Definition:Laplace Transform/Notation
Notation for Laplace Transform
The function which serves as the argument of a Laplace transform is usually denoted by means of a lowercase letter, for example $f$, $g$, $y$, and so on.
The Laplace transform of this function is then denoted by the corresponding uppercase letter, that is $F$, $G$, $Y$, and so on.
Hence we have:
- $\laptrans {\map f t} = \map F s$
However, note that some sources reverse the cases of the symbols used to denote the functions under discussion:
- $\laptrans {\map F t} = \map f s$
Notation for the Laplace transform varies throughout the literature.

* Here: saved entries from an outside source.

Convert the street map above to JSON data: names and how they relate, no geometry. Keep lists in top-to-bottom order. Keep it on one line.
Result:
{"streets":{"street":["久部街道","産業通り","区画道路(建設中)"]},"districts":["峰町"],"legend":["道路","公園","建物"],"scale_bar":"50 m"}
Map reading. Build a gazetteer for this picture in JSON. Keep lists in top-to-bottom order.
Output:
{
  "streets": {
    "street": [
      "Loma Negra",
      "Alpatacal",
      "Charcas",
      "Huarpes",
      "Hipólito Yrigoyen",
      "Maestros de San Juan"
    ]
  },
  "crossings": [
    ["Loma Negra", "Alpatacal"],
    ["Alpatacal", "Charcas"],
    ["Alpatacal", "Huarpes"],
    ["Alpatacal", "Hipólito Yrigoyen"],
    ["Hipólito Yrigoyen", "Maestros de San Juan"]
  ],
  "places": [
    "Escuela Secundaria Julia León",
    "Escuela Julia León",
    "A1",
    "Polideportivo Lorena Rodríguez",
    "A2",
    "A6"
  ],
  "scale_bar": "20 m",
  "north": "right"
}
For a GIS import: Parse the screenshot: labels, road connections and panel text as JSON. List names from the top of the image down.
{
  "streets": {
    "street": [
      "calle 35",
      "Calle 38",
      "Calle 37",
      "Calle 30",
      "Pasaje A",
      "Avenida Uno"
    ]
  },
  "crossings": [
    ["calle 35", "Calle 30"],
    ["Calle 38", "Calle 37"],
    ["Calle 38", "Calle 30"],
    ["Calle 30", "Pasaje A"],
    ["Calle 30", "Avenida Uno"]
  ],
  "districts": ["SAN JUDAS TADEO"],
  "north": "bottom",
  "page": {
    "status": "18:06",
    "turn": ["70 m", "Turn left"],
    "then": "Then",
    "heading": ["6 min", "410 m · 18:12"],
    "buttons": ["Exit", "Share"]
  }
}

The notation preferred on $\mathsf{Pr} \infty \mathsf{fWiki}$ is:
- $\laptrans {\map f t} = \map F s$
Other notation that can be seen includes:
- $\LL \sqbrk {\map f t}$
- $\mathscr L \set {\map f t}$
- $\mathbf L \map f t$
It is sometimes worth stressing the point that $\laptrans {\map f t}$ is a function of $s$ by expressing it as:
- $\map {\laptrans {\map f t} } s$
and this notation is occasionally seen on $\mathsf{Pr} \infty \mathsf{fWiki}$.
Some sources use a tilde $\tilde f$ to denote the Laplace transform.
Thus the Laplace transform of $\map u t$ is denoted $\map {\tilde u} t$.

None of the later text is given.